Beware the ‘Secret Agent’ Cloud Middleware
New open source database details the software that cloud service providers typically silently install on enterprises’ virtual machines — often unbeknownst to customers.
If cloud services weren’t complicated enough for the typical business today to properly configure and secure, there’s also a lesser-known layer of middleware that cloud providers run that can harbor hidden security flaws.
Researchers from Wiz.io last week at RSA Conference in San Francisco unveiled an open source, cloud middleware database on GitHub that details the specific middleware agents that Amazon Web Services (AWS), Google, and Microsoft install on their cloud customers’ virtual machines. The goal is to shine a light on this traditionally hidden proprietary software layer and its potential software flaws that can leave a cloud customer unknowingly at risk of attack.
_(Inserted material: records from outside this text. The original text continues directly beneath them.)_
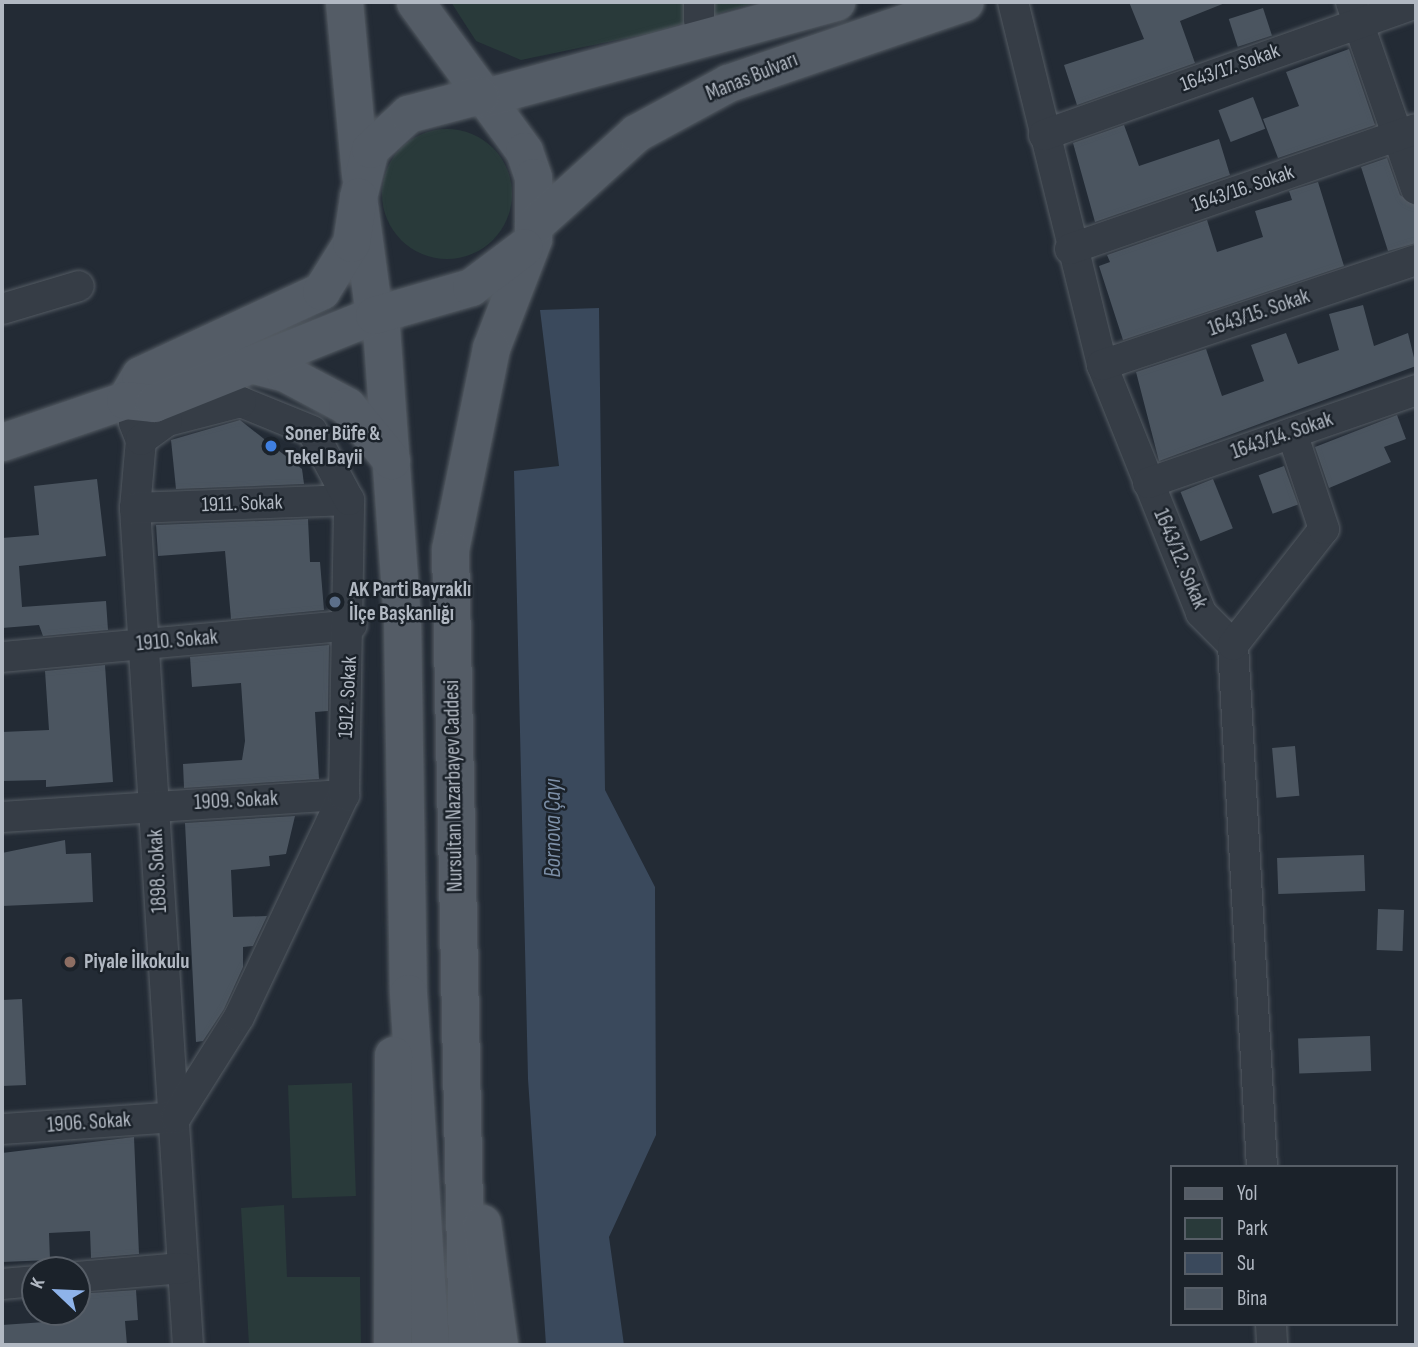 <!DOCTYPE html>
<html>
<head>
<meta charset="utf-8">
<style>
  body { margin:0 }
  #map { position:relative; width:1418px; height:1347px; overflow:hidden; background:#232b35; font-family:"Sofia Sans Condensed",sans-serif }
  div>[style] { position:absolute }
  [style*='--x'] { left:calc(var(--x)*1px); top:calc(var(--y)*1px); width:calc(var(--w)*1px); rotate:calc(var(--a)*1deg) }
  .green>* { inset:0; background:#293a3a; transform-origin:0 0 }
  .round { border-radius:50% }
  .water>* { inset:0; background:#3a495c }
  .building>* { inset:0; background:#4b5560; transform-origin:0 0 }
  .roads { filter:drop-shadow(0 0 2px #545b63) drop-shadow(0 0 2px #545b63) }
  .minor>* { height:30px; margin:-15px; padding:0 15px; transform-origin:15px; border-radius:15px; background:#363d46 }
  .major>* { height:37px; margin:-18.5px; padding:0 18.5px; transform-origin:18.5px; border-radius:18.5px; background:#545c66 }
  .dots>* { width:19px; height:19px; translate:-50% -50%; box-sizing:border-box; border:4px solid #1b222a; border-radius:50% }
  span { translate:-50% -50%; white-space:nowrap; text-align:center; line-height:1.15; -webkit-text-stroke:5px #1b222a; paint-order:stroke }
  .street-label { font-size:21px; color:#b1b8c2 }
  .poi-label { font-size:21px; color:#b1b8c2; font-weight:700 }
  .left { translate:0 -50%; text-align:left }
  .water-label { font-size:23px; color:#7c8fa7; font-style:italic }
  .frame { position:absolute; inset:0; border:4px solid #b1b8c2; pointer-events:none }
  .legend { position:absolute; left:1170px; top:1165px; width:228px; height:161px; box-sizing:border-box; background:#1b222a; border:2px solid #575e67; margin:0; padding:9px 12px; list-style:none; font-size:21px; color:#b1b8c2 }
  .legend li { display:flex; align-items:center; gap:14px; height:35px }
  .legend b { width:35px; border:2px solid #575e67 }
  .north { position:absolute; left:21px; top:1256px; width:70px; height:70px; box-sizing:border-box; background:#1b222a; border:2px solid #575e67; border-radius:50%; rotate:293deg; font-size:19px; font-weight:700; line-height:28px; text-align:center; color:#b1b8c2 }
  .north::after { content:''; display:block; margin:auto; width:24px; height:32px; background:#8eb3ea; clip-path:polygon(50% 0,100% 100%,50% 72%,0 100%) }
</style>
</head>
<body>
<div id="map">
  <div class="green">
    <i style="clip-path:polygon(451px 2px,758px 2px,651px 33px,521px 60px,476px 41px)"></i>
    <i class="round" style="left:382px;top:129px;width:130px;height:130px"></i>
    <i style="left:352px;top:1083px;width:113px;height:64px;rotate:88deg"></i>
    <i style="clip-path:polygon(284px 1205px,287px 1277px,360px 1277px,361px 1345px,249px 1345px,241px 1208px)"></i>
  </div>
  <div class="water">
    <i style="clip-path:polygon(599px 308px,605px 790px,655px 887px,656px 1135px,609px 1237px,624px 1345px,546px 1345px,528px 1079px,514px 471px,559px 466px,540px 310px)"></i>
  </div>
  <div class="building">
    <i style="clip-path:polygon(1129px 2px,1225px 3px,1180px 21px,1195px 63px,1077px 105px,1064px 65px,1144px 39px)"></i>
    <i style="left:1263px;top:8px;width:29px;height:36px;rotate:72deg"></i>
    <i style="clip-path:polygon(1349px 49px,1375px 125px,1278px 158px,1263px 119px,1299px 106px,1286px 72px)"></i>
    <i style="left:1253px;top:97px;width:34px;height:37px;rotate:69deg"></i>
    <i style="clip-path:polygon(1124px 125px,1139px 166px,1219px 139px,1230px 175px,1095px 222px,1073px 143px)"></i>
    <i style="clip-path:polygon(1387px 158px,1400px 195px,1416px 206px,1416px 243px,1388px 251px,1361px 167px)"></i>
    <i style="clip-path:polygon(1318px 182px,1344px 266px,1123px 340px,1099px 266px,1110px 262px,1107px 255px,1207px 220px,1217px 252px,1263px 237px,1255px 211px,1292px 200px,1289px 191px)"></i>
    <i style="clip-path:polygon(1363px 305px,1374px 346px,1408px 333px,1416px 366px,1159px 461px,1136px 372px,1206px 349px,1222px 396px,1264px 381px,1251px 345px,1286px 333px,1298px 364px,1339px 350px,1329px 314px)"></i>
    <i style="clip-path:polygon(1397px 415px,1406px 439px,1384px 447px,1391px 462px,1329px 488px,1315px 447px)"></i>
    <i style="clip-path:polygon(240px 420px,302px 469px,304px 484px,176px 489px,171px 440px)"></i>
    <i style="left:1284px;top:466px;width:41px;height:27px;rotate:70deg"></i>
    <i style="clip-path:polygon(97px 479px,106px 556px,19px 566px,22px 607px,106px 601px,108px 630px,43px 636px,39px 625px,2px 628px,2px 538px,39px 535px,34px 486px)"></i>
    <i style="left:1213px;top:479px;width:53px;height:35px;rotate:68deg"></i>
    <i style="clip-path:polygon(308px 519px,310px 562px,320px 562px,324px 610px,231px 619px,225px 551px,158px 556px,156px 525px)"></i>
    <i style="clip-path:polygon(329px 645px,328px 711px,315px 712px,319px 779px,184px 788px,183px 764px,242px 760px,245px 741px,241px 683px,192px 687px,190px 657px)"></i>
    <i style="clip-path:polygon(105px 665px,113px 782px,46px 787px,46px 780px,2px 781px,2px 732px,49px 730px,45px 671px)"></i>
    <i style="left:1295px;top:746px;width:50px;height:23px;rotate:85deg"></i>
    <i style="clip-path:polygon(295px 816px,286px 854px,269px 856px,270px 866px,231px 870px,233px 917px,267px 916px,253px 946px,243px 947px,243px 967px,224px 1009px,203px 1041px,196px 1042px,185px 823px)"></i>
    <i style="clip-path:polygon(65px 840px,66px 854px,91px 853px,93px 902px,2px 906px,2px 853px)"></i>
    <i style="left:1364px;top:855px;width:36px;height:87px;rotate:88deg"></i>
    <i style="left:1378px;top:909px;width:26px;height:41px;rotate:2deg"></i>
    <i style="clip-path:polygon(22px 999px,26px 1085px,2px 1086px,2px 1000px)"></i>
    <i style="left:1370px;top:1036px;width:35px;height:72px;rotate:88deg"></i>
    <i style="clip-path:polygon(134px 1137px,139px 1254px,91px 1258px,90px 1231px,49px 1233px,50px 1260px,2px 1262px,2px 1153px)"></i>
    <i style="clip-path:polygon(136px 1290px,138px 1320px,125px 1321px,127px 1345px,2px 1345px,2px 1325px,73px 1320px,77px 1294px)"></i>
  </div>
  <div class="roads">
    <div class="minor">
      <i style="--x:1013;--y:2;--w:374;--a:76.2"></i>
      <i style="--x:1102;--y:365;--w:267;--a:68.2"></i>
      <i style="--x:1201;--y:613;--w:45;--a:45"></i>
      <i style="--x:1233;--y:645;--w:523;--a:86.82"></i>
      <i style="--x:1351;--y:2;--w:198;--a:70.8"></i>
      <i style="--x:699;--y:20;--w:18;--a:-90"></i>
      <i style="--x:1044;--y:135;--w:395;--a:-19.5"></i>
      <i style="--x:1070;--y:249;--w:366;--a:-19.1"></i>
      <i style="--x:2;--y:309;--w:80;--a:-16.6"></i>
      <i style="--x:1102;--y:365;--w:331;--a:-18.5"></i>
      <i style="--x:134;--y:423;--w:18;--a:68"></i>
      <i style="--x:141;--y:440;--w:68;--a:95"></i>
      <i style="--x:135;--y:508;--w:839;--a:86.38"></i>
      <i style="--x:1148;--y:483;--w:284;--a:-19.1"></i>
      <i style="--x:135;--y:508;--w:214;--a:-2.1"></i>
      <i style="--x:1233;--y:645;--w:147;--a:-51.9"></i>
      <i style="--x:1324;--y:529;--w:101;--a:-108.4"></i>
      <i style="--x:2;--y:657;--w:351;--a:-5.2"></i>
      <i style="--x:2;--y:817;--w:343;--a:-3.7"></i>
      <i style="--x:2;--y:1129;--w:174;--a:-3.9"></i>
      <i style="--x:176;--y:1117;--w:118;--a:-57.8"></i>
      <i style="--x:239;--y:1017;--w:246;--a:-64.7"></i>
      <i style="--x:344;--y:795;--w:295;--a:-89"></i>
      <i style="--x:349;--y:500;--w:78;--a:-118.2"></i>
      <i style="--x:312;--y:431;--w:77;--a:-157.8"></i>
      <i style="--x:241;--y:402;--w:76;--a:165.6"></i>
      <i style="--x:167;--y:421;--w:32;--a:144"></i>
      <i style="--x:77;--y:1277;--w:106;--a:-4.9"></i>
      <i style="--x:2;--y:1284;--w:33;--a:-5"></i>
      <i style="--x:1271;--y:1324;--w:21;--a:87"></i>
    </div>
    <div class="major">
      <i style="--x:344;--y:2;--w:174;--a:84.7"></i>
      <i style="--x:415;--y:2;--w:185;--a:53.8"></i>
      <i style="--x:524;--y:151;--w:28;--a:71"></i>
      <i style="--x:533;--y:177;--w:62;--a:90"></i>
      <i style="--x:533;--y:239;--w:117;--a:111.1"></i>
      <i style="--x:491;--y:348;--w:205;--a:101.5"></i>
      <i style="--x:450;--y:549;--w:796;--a:88.78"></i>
      <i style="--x:482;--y:98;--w:367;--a:-15.2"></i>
      <i style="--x:533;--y:226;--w:139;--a:-42.1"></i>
      <i style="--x:636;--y:133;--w:105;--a:-28.5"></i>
      <i style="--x:728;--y:83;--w:250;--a:-18.9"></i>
      <i style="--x:380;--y:313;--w:306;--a:85.9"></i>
      <i style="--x:402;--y:618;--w:375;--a:89.1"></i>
      <i style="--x:408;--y:993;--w:353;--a:86.4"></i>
      <i style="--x:374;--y:315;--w:119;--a:-97.7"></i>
      <i style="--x:358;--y:197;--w:49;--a:-76"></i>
      <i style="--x:370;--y:149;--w:52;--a:-42.6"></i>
      <i style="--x:408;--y:114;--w:74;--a:-14.8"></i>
      <i style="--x:250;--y:364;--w:36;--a:14"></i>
      <i style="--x:285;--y:373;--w:70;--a:28"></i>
      <i style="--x:347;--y:406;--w:70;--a:50.8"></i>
      <i style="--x:125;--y:400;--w:29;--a:-59"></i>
      <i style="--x:140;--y:375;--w:200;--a:-24.9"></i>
      <i style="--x:321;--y:291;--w:57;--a:-58"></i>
      <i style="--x:351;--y:243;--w:47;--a:-81.3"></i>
      <i style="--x:2;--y:442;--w:130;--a:-18.9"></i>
      <i style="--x:125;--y:400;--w:29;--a:6"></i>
      <i style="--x:154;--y:403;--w:237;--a:-21.8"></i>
      <i style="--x:374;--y:315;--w:101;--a:-16.1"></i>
      <i style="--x:471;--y:287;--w:66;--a:-37"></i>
      <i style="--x:482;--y:1223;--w:123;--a:82.1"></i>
      <i style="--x:392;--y:1345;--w:290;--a:-89.8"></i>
    </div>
  </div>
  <div class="dots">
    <i style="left:271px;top:446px;background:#3f7fe0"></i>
    <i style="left:335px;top:602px;background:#5c6f8a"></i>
    <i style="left:70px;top:962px;background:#8d6e63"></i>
  </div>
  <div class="street-label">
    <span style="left:1230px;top:68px;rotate:-20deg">1643/17. Sokak</span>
    <span style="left:752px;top:77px;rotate:-22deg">Manas Bulvarı</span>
    <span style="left:1243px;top:189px;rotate:-19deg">1643/16. Sokak</span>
    <span style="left:1259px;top:313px;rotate:-19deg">1643/15. Sokak</span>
    <span style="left:1282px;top:436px;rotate:-19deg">1643/14. Sokak</span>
    <span style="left:242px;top:504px;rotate:-2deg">1911. Sokak</span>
    <span style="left:1180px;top:559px;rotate:67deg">1643/12. Sokak</span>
    <span style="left:177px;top:641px;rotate:-5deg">1910. Sokak</span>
    <span style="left:348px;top:697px;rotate:-87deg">1912. Sokak</span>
    <span style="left:454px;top:786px;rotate:-91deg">Nursultan Nazarbayev Caddesi</span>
    <span style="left:236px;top:801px;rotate:-3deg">1909. Sokak</span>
    <span style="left:158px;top:871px;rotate:-93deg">1898. Sokak</span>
    <span style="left:89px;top:1123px;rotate:-4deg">1906. Sokak</span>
  </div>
  <div class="poi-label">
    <span class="left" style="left:285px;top:446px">Soner Büfe &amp;<br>Tekel Bayii</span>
    <span class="left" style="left:349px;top:602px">AK Parti Bayraklı<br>İlçe Başkanlığı</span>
    <span class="left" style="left:84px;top:962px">Piyale İlkokulu</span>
  </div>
  <div class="water-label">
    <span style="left:553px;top:828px;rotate:-90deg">Bornova Çayı</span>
  </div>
  <div class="frame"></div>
  <ul class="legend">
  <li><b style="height:9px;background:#545c66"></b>Yol</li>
  <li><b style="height:19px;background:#293a3a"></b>Park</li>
  <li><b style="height:19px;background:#3a495c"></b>Su</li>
  <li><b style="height:19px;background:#4b5560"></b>Bina</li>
  </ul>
  <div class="north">K</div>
</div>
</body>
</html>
Cloud providers often silently install these “secret agent” middleware programs on their customers’ virtual machines, and with the highest privileges, as a “bridge” between their cloud services and their customers’ VMs. The Cloud Middleware Dataset database project aims to provide cloud customers insight into this layer of software they rarely know exists on their virtual machines in a cloud service — and the potential security risks associated with it.
“These agents are adding an additional attack surface and cloud customers don’t know about those agents …; most are installed silently. If they come pre-installed, they have no idea” either, Shir Tamari, head of research at Wiz.io, told Dark Reading in an interview at the RSA Conference last week.
The most high-profile example of cloud middleware gone wrong was the discovery of major flaws in Microsoft Azure’s Open Management Infrastructure (OMI) agent software last fall. Tamari and his fellow researchers unearthed major remote execution and privilege escalation vulns in Azure, with a collection of flaws they dubbed OMIGOD. OMI runs on many Linux VMs in Azure to provide configuration management functions for cloud customers.
Of the four OMIGOD vulnerabilities (CVE-2021-38647, CVE-2021-38648, CVE-2021-38645, and CVE-2021-38649), the most painful one was CVE-2021-38647, which could allow an attacker to gain root on a VM with a single packet, merely by stripping the authentication header. The problem: A default configuration for OMI was exposed the HTTPS management port on the public Internet. Microsoft provided auto-updates for Azure to address the flaws, after initially releasing patches that most Azure customers had no idea applied to them since they weren’t aware of OMI.
“There was confusion over how to handle this middleware” patching, Tamari said.
The Cloud Middleware Dataset so far includes several agents used in Azure in addition to OMI, such as Microsoft Azure Guest Agent (WALinuxAgent), which is preconfigured in all Azure Linux images and has root privileges. WALinuxAgent’s listing in the database notes that the agent previously contained an information disclosure vulnerability, CVE-2019-0804. If exploited, it could allow an attacker to access memory in the kernel from a user process.
Other Azure middleware detailed in the database are Operations Management Suite, dependency agent, pipelines agent, and RD Agent service, each of which is employed in various Azure services.
AWS, meanwhile, has four such middleware agents listed in the dataset, AWS Systems Manager Agent (SSM Agent), AWS PV Drivers, AWS ECS container agent, and AWS EC2 Hibernation Initialization Agent. A local privilege escalation flaw CVE-2022-29527 was found this year in SSM Agent that an attacker could use to gain root access. That agent comes preconfigured in Windows, Linux, and macOS VM images.
Google Cloud runs Accounts Daemon, OSConfig agent, and a guest agent in its cloud services, all of which are Linux-based. OSConfig and guest also run on Windows. Accounts Daemon, which works in Google’s OS Login service, previously was patched for a local privilege escalation flaw, CVE-2020-8933, that would have given root access. OSConfig, which is built into GCP VM images, also had a local privilege escalation vuln in 2020 that Google later fixed.
What to Ask About Cloud Middleware
So, how can organizations pinpoint these “secret agents,” as Wiz researchers refer to them?
In an interview with Dark Reading at RSAC, Wiz co-founder and CTO Ami Luttwak said organizations should ask questions of cloud providers to get a clear view of what their software environment looks like: “Whose middleware is it [and] how do you know if it’s running on your environment” and does the software contain vulnerabilities, and how are updates and patches handled?
“This is a different attack surface. It’s a gray area,” he said. “It needs transparency and a clear process for updates for agents, VMs.”